TASK GOAL: From the entries, filter out every line that lacks "Dirty" and copy the rest.

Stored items

________________________________________

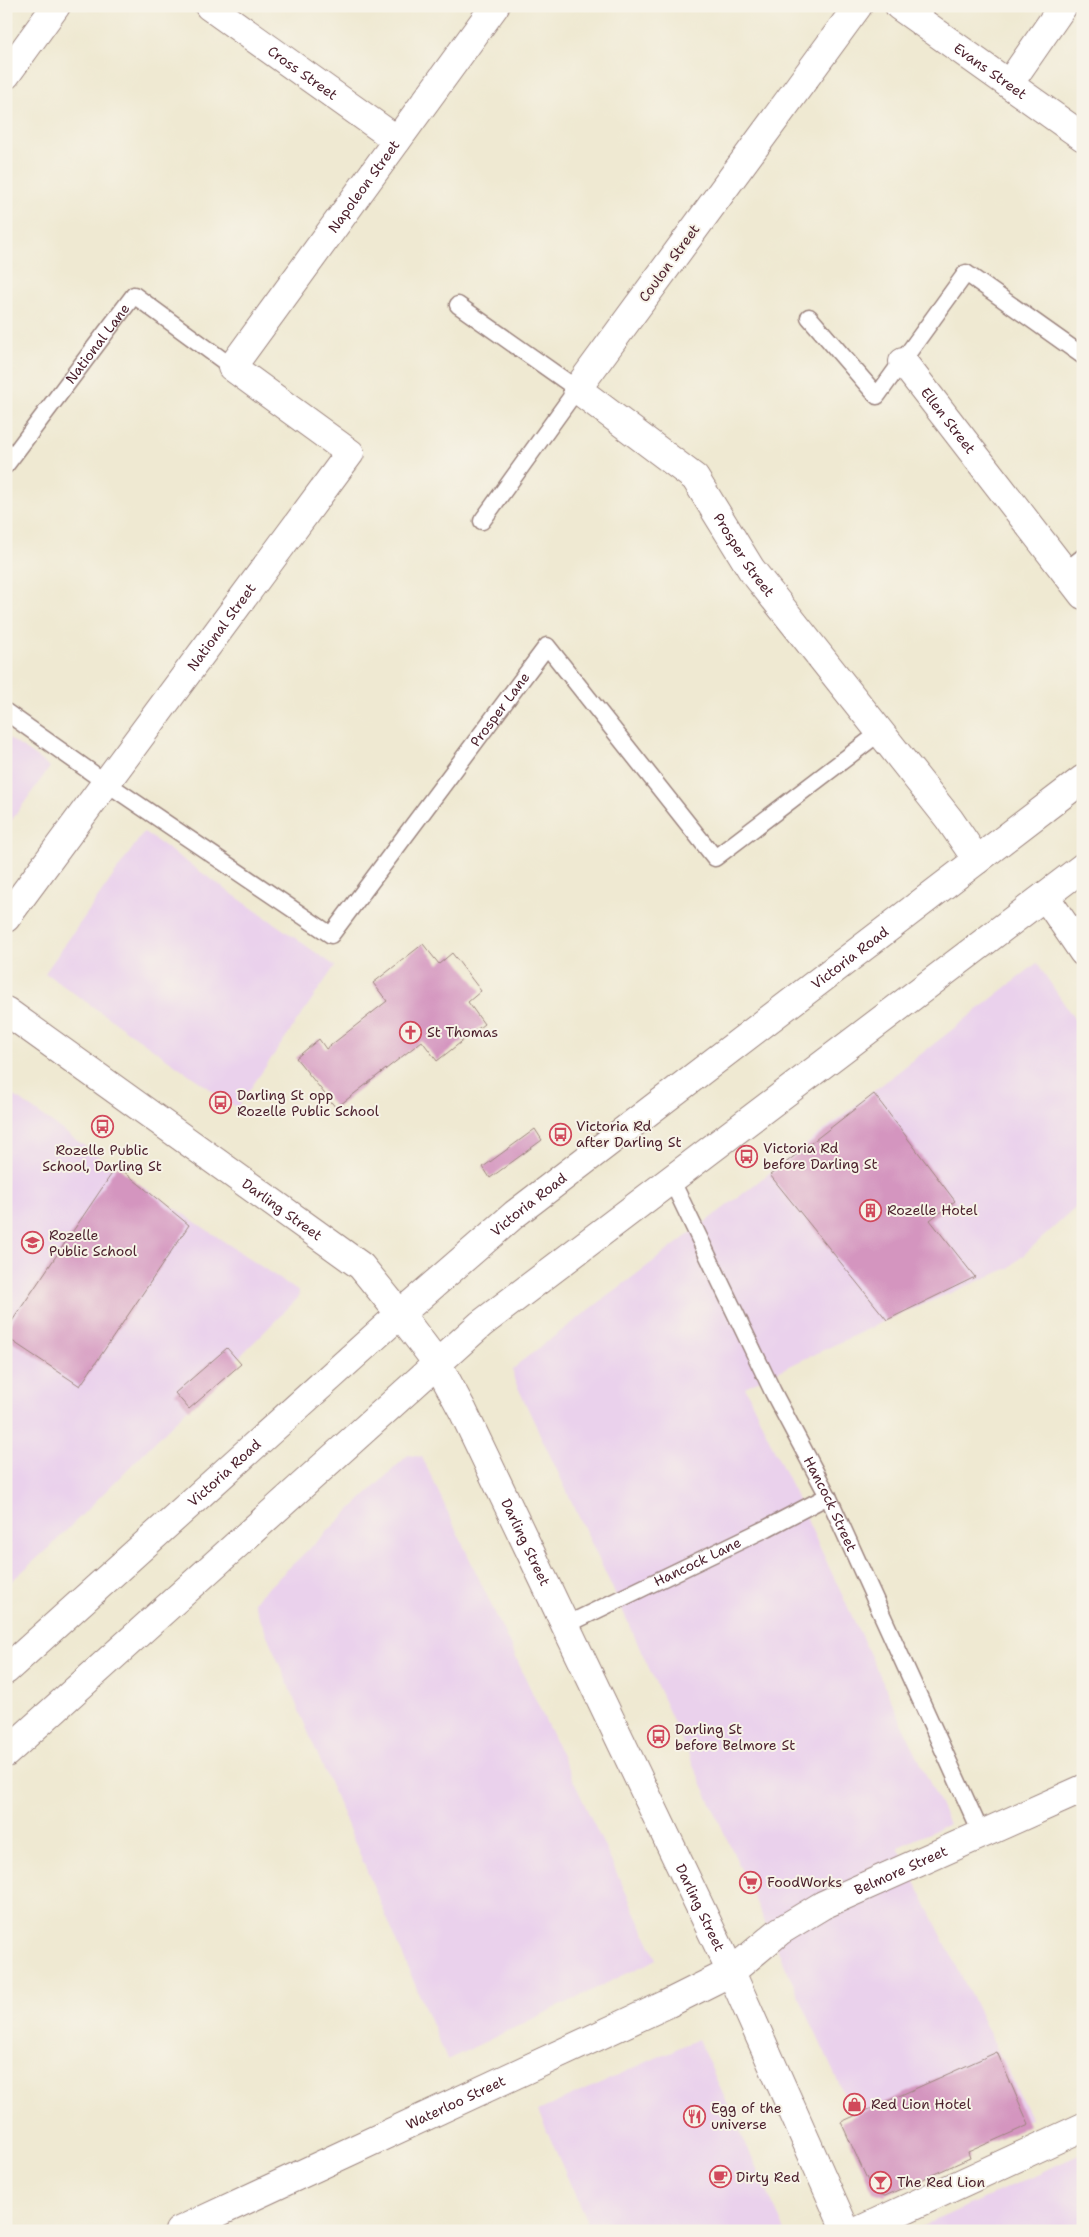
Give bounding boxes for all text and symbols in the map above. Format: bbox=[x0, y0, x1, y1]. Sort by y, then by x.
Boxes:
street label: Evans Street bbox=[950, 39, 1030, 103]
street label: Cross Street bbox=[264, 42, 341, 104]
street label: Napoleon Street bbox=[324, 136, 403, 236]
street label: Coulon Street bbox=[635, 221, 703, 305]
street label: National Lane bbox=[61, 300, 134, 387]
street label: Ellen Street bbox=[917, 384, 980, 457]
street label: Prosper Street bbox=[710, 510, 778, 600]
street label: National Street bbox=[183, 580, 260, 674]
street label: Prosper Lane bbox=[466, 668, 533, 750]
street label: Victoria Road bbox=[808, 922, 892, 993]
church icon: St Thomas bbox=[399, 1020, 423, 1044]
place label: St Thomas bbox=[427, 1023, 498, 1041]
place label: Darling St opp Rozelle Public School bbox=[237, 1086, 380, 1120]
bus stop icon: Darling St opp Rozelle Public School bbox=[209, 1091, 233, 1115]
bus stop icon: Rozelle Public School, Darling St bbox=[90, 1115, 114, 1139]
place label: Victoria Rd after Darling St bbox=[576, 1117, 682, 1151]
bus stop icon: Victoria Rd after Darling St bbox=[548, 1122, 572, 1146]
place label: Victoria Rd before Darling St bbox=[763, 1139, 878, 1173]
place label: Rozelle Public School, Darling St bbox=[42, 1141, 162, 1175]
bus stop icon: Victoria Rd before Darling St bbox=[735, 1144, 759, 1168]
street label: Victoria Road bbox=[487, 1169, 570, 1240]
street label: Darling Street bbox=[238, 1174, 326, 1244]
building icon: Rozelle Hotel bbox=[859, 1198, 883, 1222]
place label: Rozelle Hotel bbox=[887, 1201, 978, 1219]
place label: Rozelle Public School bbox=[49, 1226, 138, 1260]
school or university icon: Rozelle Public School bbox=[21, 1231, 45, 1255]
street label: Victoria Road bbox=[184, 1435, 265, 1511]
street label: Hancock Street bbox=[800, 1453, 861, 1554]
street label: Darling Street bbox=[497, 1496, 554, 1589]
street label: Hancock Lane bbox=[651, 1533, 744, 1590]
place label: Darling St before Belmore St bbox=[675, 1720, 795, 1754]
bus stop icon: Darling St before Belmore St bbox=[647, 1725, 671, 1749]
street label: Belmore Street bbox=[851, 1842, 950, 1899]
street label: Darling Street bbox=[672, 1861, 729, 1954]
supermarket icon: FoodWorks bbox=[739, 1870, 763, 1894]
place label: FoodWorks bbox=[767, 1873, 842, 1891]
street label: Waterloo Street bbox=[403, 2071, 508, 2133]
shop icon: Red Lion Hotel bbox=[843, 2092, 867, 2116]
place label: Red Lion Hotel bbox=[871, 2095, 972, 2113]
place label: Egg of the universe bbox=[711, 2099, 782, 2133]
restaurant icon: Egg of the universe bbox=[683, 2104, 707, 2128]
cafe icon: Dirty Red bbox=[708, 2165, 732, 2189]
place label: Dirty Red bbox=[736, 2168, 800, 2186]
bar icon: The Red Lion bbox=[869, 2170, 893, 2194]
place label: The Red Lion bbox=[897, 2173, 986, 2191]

________________________________________

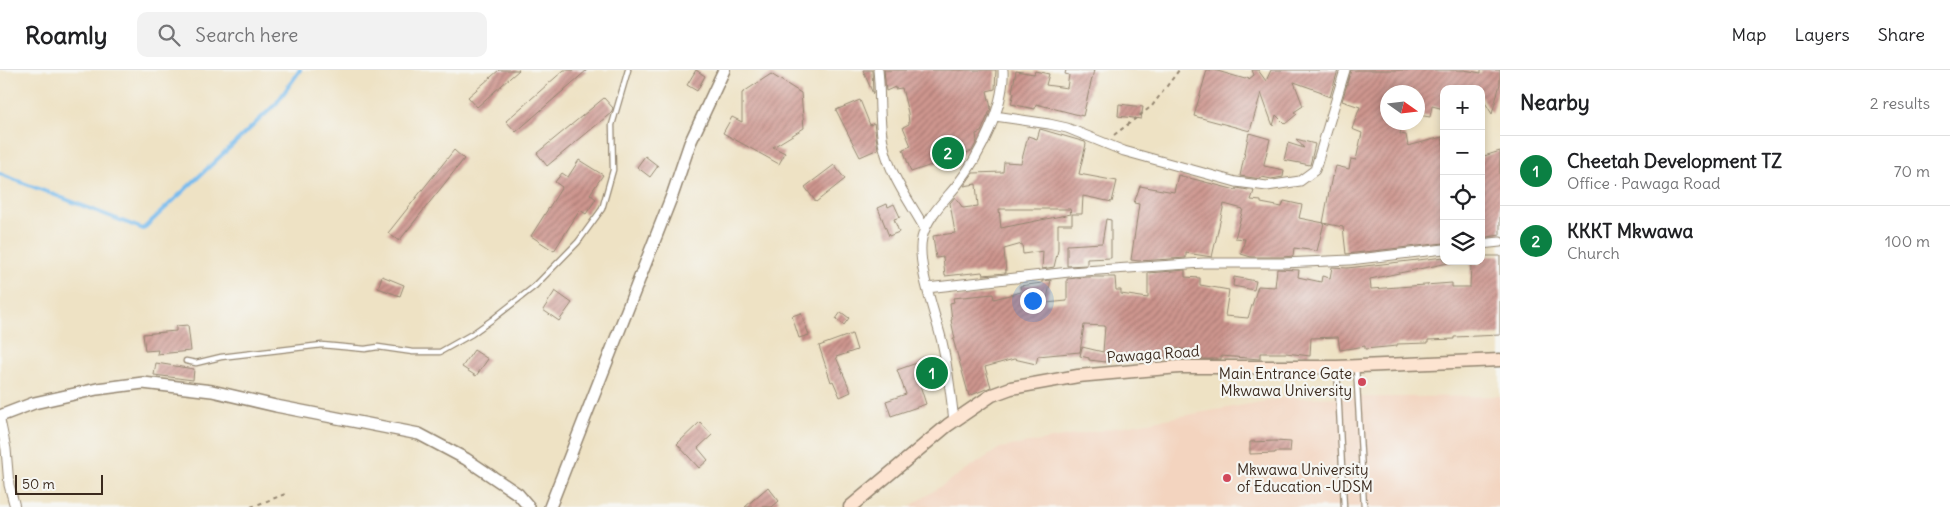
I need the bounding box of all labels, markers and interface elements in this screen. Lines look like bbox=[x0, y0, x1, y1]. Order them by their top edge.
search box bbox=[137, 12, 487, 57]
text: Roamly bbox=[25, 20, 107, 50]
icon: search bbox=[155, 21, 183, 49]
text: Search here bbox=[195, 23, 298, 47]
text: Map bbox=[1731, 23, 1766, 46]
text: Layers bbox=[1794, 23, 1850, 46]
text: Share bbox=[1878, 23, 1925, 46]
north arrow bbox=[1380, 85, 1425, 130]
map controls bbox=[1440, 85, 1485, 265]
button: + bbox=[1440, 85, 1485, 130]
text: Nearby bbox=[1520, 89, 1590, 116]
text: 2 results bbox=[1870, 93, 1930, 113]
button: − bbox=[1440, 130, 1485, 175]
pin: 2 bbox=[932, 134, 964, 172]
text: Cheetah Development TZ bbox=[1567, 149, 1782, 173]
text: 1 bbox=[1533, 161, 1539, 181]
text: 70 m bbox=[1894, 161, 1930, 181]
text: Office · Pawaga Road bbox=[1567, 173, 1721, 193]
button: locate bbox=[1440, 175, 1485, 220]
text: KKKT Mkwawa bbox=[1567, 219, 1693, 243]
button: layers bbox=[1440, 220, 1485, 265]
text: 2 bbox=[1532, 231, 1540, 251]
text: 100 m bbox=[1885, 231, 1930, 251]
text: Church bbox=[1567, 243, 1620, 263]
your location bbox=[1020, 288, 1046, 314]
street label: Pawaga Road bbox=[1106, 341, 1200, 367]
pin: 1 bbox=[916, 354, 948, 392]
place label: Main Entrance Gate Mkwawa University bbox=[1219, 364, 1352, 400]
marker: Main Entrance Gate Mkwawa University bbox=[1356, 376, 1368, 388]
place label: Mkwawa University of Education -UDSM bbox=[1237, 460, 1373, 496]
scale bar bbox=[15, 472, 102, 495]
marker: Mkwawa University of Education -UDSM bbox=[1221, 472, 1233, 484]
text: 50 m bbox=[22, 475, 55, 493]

________________________________________

WRITTEN SOLUTION:
cafe icon: Dirty Red bbox=[708, 2165, 732, 2189]
place label: Dirty Red bbox=[736, 2168, 800, 2186]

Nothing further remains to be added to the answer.